Fiesta Mall enjoyed virtually no competition when it opened in Mesa in 1979 and drew customers from around the East Valley.
Today, the mall’s customer base has shrunk to about 5 square miles, sales have dropped, median prices for homes to the north and east are the lowest in the city, nearby areas suffer from poor housing and crime, and Mesa has lost the chance to attract top-tier retailers to the area.
To turn things around, a consulting team is telling Mesa to launch an allout urban renewal effort for the mall and roughly 4.5 square miles surrounding it, and stop focusing exclusively on downtown.
The team’s recommendation is outlined in a report by the International Economic Development Council and the International Council of Shopping Centers.
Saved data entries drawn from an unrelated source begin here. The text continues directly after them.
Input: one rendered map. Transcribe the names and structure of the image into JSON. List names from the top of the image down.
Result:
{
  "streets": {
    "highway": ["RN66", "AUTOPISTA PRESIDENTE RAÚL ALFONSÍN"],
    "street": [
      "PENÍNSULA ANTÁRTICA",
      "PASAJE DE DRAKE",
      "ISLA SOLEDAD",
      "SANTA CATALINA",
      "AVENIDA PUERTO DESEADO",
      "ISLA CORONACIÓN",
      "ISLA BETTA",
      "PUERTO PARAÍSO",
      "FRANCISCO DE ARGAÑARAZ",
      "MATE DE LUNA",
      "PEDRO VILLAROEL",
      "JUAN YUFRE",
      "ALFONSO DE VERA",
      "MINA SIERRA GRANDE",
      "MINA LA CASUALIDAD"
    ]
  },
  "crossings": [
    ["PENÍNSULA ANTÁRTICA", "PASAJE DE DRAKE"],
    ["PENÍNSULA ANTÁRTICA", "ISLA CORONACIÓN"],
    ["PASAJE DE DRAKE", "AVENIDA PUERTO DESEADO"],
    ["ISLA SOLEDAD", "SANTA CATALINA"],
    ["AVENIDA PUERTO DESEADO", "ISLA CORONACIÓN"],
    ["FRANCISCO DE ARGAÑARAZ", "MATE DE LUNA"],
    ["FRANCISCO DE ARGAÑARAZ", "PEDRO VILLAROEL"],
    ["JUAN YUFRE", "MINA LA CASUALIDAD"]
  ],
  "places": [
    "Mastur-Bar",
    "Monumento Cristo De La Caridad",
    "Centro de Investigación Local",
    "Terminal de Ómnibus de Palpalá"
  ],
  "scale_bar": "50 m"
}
The City Council, which commissioned the $29,000 report last June, will hear the findings Monday.
The report calls for establishing a "Fiesta Mall superretail district," bounded by U.S. 60 on the south, the Tempe border on the west, Extension Road to the east and Broadway Road on the north.
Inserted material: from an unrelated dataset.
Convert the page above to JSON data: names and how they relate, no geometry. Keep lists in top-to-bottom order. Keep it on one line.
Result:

Suggestions for the area include:
• Beef up code enforcement in the square mile north of the mall. The area is the densest in Mesa, has a high rate of auto theft and frequented by the homeless. Build upscale housing in the area.
• The city should create a business improvement district, where businesses agree to tax themselves to pay for litter control, advertising and special events. The city also should rezone land along Southern Avenue for housing and offices.
• Link the mall with nearby Mesa Community College and Banner Desert Medical Center by a shuttle bus. Build bridges or tunnels for pedestrians.
• Create and market one name for the area, such as "Fiesta Town Center."
• Make the mall more inviting. The mall’s design is dated and lacks the amenities of new malls, including visual appeal, restaurant and entertainment venues.
• Make plans to "re-invent" the mall if one or more department stores leave. Rather than competing with newer, upscale malls, Fiesta Mall could use vacant department store space for "big-box" retailers, value stores or retailers that cater to different demographics, such as the Hispanic community, the report states. Approximately 22 percent of the mall’s shoppers are Hispanic, according to the report.
Nearly 2,000 people are employed at 135 retail stores in Fiesta Mall.
Sales were $459 per square foot in 2001 but fell to $360 in 2003.
The opening of Chandler Fashion Center in 2002 is to blame, the report states.
Mall strengths include four anchor department stores, few vacancies, high customer approval ratings, easy access to U.S. 60, and close proximity to Mesa Community College, Pearson Digital Learning and Banner Desert Medical Center.